ASA VI has been developed as a new drug to treat osteoporosis and granted a Chinese patent by Zhejiang Dier Pharmaceutical Co. Ltd [30]. It is reported that Dipsacus asper Wall induced osteoblastic differentiation through a bone morphogenic protein-2/mitogen-activated protein kinase/SMAD/1/5/8-dependent runt-related transcription factor 2 signaling pathway [31]. It is also indicated that ASA VI promotes MC3T3-E1 and primary rat osteoblasts proliferation and enhanced the formation of bone nodules in osteoblast cells [14]. Smad2/3 is the major component of transforming growth factor-β (TGF-β) and is closely associates with the regulation of bone formation [32]. In our study, we found that the addition of ASA VI increased the Smad2/3 phosphorylation, which is in agreement with the previous study. These data showed that ASA VI might promote osteogenic differentiation of ADSCs via TGF-β/smad pathway. However, more experiments need to be performed to explore the exact mechanism.
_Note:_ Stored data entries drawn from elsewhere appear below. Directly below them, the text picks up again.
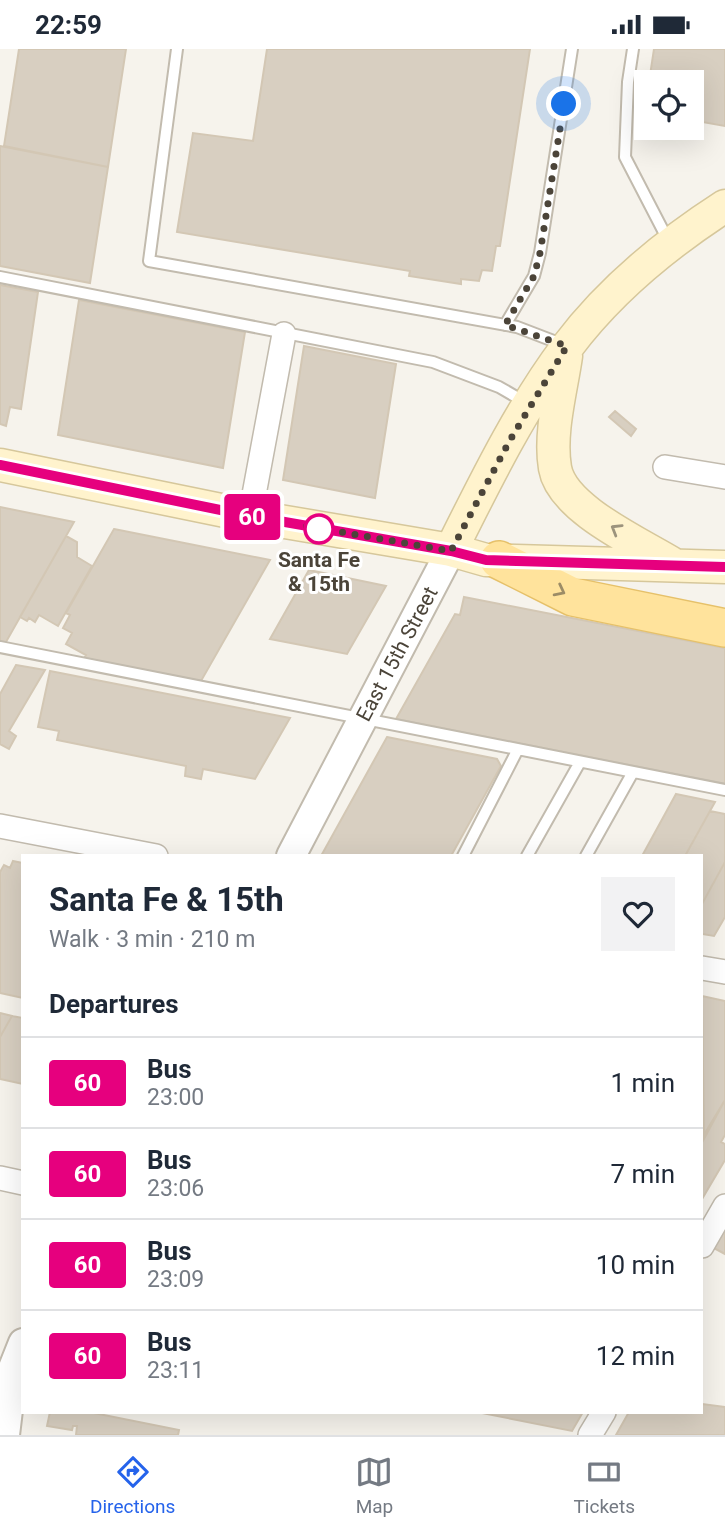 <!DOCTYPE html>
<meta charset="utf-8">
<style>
:root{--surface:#fff;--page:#f2f2f3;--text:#1f2937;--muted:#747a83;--line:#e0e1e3;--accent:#2563eb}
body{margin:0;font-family:Roboto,sans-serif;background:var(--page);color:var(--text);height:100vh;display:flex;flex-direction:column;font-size:26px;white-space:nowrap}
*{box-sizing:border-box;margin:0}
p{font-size:23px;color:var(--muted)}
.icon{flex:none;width:38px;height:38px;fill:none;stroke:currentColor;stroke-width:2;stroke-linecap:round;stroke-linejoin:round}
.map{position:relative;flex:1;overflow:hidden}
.panel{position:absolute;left:21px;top:805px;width:682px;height:560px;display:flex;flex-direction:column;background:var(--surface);border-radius:0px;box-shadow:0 7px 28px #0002}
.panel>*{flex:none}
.badge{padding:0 14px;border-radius:5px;font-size:24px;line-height:46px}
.fabs{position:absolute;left:634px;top:21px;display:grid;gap:14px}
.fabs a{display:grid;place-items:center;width:70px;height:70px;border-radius:0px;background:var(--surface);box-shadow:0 7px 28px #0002;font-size:35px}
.you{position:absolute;width:35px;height:35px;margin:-18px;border:5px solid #fff;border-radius:50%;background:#1a73e8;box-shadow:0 0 0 10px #1a73e833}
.map>.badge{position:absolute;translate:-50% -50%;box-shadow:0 0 0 4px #fff}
h2{padding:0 28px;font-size:26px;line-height:63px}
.round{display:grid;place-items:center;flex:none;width:74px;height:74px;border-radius:0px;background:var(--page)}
.summary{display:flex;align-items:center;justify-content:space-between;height:119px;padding:0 28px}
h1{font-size:33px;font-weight:700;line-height:52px}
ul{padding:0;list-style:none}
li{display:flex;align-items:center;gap:21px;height:91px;padding:0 28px;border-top:2px solid var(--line)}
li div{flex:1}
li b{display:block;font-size:26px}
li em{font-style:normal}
li .badge{min-width:77px;font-weight:700;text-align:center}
.status{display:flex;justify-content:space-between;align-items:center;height:49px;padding:0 35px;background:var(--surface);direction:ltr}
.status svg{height:19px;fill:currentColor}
.tabs{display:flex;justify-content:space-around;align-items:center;height:98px;border-top:2px solid var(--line);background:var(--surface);font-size:19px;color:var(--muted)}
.tabs a{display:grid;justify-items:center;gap:4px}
.tabs .on{color:var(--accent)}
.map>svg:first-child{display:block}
.building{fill:#d8cfc1;stroke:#d3c7b4;stroke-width:2}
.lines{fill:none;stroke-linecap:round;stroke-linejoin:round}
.service-casing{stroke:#c2bbae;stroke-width:14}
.minor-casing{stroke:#c2bbae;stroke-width:26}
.tertiary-casing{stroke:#c2bbae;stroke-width:32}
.secondary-casing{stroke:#d6c79b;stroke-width:35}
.primary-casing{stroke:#e6c16a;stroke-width:40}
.service{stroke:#fff;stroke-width:10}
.minor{stroke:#fff;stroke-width:23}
.tertiary{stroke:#fff;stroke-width:28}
.secondary{stroke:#fff3cd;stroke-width:32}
.primary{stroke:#ffe39c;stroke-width:37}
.oneway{stroke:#9c937c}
.oneway2{stroke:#9c8c66}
.line-casing{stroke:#fff;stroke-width:16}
.line{stroke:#e6007e;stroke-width:10}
.walk{stroke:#4b4439;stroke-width:7;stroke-dasharray:0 12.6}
.stop-dot{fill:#fff;stroke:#e6007e;stroke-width:3.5}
.labels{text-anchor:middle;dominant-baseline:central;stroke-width:6;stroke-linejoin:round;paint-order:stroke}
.stop-label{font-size:21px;font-weight:bold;fill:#4b4439;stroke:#fff}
.street-label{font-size:21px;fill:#4b4439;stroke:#fff}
</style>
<div class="status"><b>22:59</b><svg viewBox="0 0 49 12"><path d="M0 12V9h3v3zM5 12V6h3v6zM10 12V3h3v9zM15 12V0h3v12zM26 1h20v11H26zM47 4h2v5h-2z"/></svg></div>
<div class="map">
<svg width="725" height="1386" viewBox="0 0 725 1386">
<rect width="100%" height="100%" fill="#f6f3ec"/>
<path class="building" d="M19,0H126L108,118L4,97Z
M267,0H530L500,197H496L492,222L482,221L479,232L461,230V235L409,227L410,222L177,183L193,84L253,92Z
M654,0H725V77L691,71V33H649Z
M0,97L108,118L90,234L0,217Z
M0,236L38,243L21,360L10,358L6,377L0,375Z
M79,251L245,283L223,419L58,386Z
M304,297L396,315L375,449L283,431Z
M615,362L636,380L631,387L609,368Z
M0,458L74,473L6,593L0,592Z
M114,480L270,511L201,632L84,609L86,606L66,595L72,584L63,579L70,566L66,564Z
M66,487L77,493V508L92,517L58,577L39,566L35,573L29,569L27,572L20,568Z
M309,521L386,537L347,605L270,590Z
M464,548L725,599V735L396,670L455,565L460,566Z
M16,616L45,621L9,682L16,687L9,700L0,695V645Z
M50,622L290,669L255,730L203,720L201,730L185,727L186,717L57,691L59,682L38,678Z
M387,688L497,710L501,717L451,807H321Z
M676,745L715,753L685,807H642Z
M715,753L710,762L725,765V813L702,855V807H685Z
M13,812L23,814V949L0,944V823L4,816L10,819Z
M725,813V868L714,887L702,885V855Z
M702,947L725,952V1051L704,1090Z
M0,964L12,967L0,988Z
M12,967L23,969V1035L0,1030V988Z
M725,1051V1086L721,1093L725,1095V1111L702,1150V1089Z
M725,1175V1205L712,1198Z
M702,1355L725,1358V1386H616L629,1363H702Z
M50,1363H89L179,1381L178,1386H76L77,1377H73L72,1381L47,1377Z
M477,1363H583L572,1382Z"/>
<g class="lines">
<g class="service-casing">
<path id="service" d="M177,0L149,212L517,278L564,296
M633,0L628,33L625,108L669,193
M0,228L433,313L499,338L525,353
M505,276L534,227L540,204L572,0
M0,598L725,741
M463,807L518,700
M527,807L580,713
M586,807L633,723"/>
</g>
<g class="minor-casing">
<path id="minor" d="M665,418L725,428
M250,467L284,285
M0,777L156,807
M702,919L725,923
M0,1129L23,1134
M702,1197L725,1157
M590,1386L604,1363"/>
</g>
<g class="tertiary-casing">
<path id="tertiary" d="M291,807L451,501
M5,1386L13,1319L23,1294"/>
</g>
<g class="secondary-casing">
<path id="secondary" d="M566,307C561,342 549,384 555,419C562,460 639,494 673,515
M0,416L250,467L451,501L486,511L725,518
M451,501C485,433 521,359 567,298C609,242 666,195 725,157"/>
</g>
<g class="primary-casing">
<path id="primary" d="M499,511L573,548L725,579"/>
</g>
<use href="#service" class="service"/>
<use href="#minor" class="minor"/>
<use href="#tertiary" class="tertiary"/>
<use href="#secondary" class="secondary"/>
<use href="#primary" class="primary"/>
</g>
<defs><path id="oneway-chevron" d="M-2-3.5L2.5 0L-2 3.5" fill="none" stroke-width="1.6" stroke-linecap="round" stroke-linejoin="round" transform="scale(1.75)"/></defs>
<use class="oneway" href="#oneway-chevron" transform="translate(616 480) rotate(-149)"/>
<use class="oneway2" href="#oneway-chevron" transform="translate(560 542) rotate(27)"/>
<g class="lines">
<g class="line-casing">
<path id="line" d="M0,416L250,467L451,502L486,511L725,518"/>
</g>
<use href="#line" class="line"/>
<path class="walk" d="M319,480L306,477L451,502L510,391L567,297L505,276L534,227L540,204L564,55"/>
</g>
<circle class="stop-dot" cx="319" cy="480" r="14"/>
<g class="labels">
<g class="stop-label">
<text x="319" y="511">Santa Fe<tspan x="319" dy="24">&amp; 15th</tspan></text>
</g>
<g class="street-label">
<text transform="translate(397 605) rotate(-62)">East 15th Street</text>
</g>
</g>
</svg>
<div class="fabs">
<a><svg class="icon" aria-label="locate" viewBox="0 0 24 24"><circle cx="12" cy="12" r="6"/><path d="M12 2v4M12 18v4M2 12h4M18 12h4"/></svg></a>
</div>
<div class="you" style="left:564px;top:55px"></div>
<b class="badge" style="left:252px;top:468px;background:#e6007e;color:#fff">60</b>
<section class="panel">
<div class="summary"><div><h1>Santa Fe &amp; 15th</h1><p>Walk · 3 min · 210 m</p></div><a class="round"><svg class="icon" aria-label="heart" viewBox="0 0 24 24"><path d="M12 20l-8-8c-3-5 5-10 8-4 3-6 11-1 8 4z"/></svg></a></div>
<h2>Departures</h2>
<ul>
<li><span class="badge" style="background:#e6007e;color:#fff">60</span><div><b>Bus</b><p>23:00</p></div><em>1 min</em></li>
<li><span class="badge" style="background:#e6007e;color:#fff">60</span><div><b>Bus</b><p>23:06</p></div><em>7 min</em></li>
<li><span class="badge" style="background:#e6007e;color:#fff">60</span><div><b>Bus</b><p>23:09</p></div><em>10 min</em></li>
<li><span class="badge" style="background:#e6007e;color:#fff">60</span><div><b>Bus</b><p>23:11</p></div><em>12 min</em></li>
</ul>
</section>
</div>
<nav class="tabs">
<a class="on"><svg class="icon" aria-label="directions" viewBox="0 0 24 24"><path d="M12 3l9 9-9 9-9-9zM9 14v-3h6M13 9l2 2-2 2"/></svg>Directions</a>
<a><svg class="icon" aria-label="map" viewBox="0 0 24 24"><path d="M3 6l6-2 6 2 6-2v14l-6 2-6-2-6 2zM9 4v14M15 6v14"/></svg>Map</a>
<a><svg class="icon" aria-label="tickets" viewBox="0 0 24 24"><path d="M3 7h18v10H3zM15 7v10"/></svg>Tickets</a>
</nav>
Although the potential of ADSCs and the function of ASA VI on osteoblasts were reported separately, little was referred to the effect of ASA VI on ADSCs differentiation. In our study, we combined ASA VI and ADSCs and found that the addition of ASA VI significantly promoted the osteogenic differentiation of ADSCs. Based on the attractive characteristics of ADSCs for clinical application and the widespread of ASA VI, our findings provided a new insight for bone modeling with higher efficacy, less side effects and lower costs.

Conclusion

In our study, we found that ASA VI had no effect on cell proliferation, enhanced the ALP activity and calcium deposition, upregulated the levels of RUNX2 and OCN, blocked the release of TNF-α, IL-6 and IL-1β, but promoted the phosphorylation of Smad2/3 in ADSCs. These data showed that ASA VI stimulated osteogenic differentiation of ADSCs through inducing the expression of RUNX2 and OCN. These findings enriched the function of ASA VI and provided a new insight for bone modeling with higher efficacy, less side effects and lower costs. We also found that ASA VI affected the expression of inflammatory cytokines and the phosphorylation of Smad2/3 in ADSCs, however, more extensive investigations need to be carried out to explore the underlying mechanisms of ASA VI promoting ADSCs osteogenic differentiation.

Fund

This study was supported by Special subject of Chinese medicine research in Henan in 2014 (No. 2014ZY02039).

Conflicts of interest

All authors declare no conflict of interest.